■ **Your objective**
Copy the lines below exactly, starting at the line that contains "Localize all labels" and stopping after the last line, and include no other lines.

■ **Provided information**
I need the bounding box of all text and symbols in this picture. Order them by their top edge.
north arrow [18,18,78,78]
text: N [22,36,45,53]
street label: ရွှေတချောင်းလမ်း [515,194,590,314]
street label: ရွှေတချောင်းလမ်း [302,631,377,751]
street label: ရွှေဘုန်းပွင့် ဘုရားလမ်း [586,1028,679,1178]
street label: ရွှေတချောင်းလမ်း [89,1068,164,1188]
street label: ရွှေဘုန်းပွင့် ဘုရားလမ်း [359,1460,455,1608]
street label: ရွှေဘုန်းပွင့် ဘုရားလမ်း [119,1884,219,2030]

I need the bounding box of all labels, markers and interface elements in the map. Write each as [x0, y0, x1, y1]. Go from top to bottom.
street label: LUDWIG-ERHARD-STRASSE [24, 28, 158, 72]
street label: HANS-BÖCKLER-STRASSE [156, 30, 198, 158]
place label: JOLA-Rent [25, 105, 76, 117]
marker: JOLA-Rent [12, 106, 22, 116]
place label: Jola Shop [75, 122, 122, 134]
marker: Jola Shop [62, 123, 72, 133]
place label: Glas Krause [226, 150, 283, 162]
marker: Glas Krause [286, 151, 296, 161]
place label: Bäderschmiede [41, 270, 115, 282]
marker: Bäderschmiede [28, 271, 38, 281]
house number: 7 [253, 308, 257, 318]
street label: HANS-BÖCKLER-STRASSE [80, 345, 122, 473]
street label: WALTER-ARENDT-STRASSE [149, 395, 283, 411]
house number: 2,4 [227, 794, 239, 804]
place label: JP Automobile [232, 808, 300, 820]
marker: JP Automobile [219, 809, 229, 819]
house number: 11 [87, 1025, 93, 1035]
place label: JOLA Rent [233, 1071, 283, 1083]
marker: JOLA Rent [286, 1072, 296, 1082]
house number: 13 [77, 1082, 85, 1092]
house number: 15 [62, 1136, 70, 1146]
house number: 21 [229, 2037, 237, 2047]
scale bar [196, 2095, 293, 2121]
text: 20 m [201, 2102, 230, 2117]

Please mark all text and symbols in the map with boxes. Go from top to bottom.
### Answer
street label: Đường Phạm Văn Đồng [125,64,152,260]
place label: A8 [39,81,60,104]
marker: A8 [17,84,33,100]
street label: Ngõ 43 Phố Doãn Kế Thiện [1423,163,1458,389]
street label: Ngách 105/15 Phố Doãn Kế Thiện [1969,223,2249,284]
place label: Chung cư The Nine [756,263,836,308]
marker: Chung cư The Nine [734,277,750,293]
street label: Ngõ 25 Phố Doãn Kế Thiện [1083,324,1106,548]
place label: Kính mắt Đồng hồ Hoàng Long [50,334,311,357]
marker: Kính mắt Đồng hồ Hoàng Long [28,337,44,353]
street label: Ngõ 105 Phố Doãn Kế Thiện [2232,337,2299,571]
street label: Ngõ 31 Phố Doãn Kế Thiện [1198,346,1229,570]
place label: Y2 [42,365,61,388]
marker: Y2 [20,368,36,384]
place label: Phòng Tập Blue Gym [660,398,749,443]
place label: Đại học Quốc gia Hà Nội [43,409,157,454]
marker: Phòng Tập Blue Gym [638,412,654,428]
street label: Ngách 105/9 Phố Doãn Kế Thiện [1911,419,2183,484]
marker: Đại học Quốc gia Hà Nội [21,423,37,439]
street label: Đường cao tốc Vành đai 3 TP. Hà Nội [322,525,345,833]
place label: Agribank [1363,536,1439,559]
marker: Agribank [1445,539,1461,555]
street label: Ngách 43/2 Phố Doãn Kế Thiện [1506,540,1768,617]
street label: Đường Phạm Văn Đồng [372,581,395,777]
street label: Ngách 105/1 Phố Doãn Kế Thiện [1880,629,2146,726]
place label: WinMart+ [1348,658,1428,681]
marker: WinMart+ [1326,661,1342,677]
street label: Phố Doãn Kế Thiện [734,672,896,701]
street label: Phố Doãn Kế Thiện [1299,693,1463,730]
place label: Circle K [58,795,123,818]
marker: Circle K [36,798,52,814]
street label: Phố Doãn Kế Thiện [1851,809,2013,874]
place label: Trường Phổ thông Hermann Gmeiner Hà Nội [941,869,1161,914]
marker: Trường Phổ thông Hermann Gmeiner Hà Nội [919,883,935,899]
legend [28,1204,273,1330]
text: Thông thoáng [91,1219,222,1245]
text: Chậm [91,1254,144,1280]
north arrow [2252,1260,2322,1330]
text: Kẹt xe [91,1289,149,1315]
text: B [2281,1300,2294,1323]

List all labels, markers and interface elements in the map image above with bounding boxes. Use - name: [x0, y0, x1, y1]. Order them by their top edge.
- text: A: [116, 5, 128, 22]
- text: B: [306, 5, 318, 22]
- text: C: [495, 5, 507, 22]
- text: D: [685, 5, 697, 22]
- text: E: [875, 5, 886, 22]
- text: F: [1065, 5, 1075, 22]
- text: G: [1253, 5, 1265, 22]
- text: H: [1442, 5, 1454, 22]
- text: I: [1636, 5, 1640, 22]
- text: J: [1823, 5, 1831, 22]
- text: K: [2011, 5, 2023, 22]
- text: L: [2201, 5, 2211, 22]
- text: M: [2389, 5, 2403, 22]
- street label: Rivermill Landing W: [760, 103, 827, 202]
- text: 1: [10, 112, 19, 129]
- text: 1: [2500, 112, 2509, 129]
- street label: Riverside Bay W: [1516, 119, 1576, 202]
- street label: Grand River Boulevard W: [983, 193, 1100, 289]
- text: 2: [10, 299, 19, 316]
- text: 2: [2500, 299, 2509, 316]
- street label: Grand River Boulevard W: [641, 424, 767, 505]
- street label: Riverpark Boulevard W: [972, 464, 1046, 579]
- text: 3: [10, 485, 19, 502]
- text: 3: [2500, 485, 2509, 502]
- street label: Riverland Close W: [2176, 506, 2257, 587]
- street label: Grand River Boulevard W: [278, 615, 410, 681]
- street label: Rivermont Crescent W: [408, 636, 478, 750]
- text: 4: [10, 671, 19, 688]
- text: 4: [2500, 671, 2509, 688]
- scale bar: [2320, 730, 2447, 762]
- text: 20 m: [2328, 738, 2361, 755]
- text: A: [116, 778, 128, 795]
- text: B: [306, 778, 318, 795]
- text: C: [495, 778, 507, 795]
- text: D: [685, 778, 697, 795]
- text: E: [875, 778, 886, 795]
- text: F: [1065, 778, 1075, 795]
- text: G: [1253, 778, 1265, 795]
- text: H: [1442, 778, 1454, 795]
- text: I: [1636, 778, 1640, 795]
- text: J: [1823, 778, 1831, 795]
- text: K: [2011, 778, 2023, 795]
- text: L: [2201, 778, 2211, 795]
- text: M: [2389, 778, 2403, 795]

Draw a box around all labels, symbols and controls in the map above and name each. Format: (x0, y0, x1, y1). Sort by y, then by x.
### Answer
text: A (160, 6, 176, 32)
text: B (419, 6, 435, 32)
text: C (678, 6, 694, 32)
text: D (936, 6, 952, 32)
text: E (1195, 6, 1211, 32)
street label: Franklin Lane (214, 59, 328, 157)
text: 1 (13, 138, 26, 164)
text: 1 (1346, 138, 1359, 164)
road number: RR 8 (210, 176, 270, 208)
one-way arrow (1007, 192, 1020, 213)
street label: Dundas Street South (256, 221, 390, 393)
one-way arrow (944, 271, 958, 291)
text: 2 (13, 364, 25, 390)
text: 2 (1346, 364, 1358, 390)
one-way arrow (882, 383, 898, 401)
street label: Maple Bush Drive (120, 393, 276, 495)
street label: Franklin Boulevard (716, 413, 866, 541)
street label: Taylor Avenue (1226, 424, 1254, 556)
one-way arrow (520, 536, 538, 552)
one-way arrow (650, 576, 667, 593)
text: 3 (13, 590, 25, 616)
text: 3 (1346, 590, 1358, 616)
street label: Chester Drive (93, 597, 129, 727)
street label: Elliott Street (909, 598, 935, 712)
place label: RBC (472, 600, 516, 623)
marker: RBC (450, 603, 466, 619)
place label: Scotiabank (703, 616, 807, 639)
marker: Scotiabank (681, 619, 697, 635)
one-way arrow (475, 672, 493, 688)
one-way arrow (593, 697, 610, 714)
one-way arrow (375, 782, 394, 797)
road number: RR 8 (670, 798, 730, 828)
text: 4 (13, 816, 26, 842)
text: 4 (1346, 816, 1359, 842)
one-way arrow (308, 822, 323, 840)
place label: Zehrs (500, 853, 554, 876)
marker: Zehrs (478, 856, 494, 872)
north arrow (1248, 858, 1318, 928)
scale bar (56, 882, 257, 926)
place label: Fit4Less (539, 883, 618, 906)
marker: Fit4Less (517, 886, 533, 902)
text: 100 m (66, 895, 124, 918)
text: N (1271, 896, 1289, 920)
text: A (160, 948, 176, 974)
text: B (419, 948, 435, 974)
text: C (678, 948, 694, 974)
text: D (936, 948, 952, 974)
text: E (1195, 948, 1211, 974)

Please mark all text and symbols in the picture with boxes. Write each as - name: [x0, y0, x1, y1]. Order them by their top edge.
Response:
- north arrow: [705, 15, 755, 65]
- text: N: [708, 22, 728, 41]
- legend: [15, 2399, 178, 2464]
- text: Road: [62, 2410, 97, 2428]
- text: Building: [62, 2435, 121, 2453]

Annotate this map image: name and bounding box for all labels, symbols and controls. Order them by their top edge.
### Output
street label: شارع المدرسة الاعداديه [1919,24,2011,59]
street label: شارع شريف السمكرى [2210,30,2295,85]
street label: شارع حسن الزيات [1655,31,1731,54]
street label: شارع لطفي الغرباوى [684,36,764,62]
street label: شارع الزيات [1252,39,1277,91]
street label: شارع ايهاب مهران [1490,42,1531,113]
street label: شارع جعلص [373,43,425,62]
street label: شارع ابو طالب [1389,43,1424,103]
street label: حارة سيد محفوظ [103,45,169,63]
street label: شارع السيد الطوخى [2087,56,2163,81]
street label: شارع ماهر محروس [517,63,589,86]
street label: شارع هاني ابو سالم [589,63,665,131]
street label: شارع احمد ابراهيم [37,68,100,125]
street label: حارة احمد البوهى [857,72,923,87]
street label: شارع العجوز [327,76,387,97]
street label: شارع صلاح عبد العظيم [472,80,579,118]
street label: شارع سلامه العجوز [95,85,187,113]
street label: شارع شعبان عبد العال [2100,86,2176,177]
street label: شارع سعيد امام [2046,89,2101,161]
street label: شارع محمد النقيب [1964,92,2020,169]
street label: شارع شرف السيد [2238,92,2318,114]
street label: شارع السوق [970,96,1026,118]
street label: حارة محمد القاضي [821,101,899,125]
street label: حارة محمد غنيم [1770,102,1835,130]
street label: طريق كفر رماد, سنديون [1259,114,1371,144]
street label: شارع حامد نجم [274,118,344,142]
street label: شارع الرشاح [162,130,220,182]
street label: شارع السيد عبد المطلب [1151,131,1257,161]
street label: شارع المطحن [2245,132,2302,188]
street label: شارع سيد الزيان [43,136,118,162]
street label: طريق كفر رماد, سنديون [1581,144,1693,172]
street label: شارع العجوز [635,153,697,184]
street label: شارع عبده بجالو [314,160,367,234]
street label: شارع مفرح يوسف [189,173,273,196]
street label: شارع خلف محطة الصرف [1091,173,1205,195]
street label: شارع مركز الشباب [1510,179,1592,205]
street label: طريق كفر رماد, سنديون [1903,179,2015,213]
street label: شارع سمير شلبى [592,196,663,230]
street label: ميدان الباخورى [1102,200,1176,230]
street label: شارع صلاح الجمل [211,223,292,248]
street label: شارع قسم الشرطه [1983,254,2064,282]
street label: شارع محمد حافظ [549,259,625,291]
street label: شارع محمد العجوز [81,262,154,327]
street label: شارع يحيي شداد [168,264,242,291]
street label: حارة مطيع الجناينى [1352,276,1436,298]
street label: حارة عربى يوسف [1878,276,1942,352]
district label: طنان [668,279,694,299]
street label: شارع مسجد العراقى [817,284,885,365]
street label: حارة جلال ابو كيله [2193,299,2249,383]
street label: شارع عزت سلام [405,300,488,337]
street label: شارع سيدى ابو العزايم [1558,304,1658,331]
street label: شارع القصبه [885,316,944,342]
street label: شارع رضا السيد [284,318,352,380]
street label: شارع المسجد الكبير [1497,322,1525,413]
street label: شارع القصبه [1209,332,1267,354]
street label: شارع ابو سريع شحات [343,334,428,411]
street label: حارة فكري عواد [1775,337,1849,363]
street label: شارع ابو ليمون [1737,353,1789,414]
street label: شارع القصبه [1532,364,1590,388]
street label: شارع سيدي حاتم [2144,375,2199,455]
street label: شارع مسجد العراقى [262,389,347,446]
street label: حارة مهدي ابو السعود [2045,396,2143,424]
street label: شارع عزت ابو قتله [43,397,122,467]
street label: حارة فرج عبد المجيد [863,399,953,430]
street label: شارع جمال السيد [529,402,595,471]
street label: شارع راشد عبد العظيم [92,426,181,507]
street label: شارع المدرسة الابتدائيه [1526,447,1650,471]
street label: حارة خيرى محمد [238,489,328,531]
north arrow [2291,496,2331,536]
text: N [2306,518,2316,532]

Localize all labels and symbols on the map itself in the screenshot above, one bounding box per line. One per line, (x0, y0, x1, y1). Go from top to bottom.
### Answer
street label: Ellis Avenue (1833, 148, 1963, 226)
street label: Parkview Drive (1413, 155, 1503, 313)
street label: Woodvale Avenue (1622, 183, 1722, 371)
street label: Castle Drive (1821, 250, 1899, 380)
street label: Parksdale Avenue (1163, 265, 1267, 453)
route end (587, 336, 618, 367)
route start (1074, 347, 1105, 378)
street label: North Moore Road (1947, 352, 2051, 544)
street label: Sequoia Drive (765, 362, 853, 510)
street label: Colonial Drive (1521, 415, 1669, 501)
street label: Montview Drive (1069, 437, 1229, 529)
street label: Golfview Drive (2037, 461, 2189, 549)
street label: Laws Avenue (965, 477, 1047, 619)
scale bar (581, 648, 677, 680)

■ **Output**
Localize all labels and symbols on the map itself in the screenshot above, one bounding box per line. One per line, (x0, y0, x1, y1). Go from top to bottom.
### Answer
street label: Ellis Avenue (1833, 148, 1963, 226)
street label: Parkview Drive (1413, 155, 1503, 313)
street label: Woodvale Avenue (1622, 183, 1722, 371)
street label: Castle Drive (1821, 250, 1899, 380)
street label: Parksdale Avenue (1163, 265, 1267, 453)
route end (587, 336, 618, 367)
route start (1074, 347, 1105, 378)
street label: North Moore Road (1947, 352, 2051, 544)
street label: Sequoia Drive (765, 362, 853, 510)
street label: Colonial Drive (1521, 415, 1669, 501)
street label: Montview Drive (1069, 437, 1229, 529)
street label: Golfview Drive (2037, 461, 2189, 549)
street label: Laws Avenue (965, 477, 1047, 619)
scale bar (581, 648, 677, 680)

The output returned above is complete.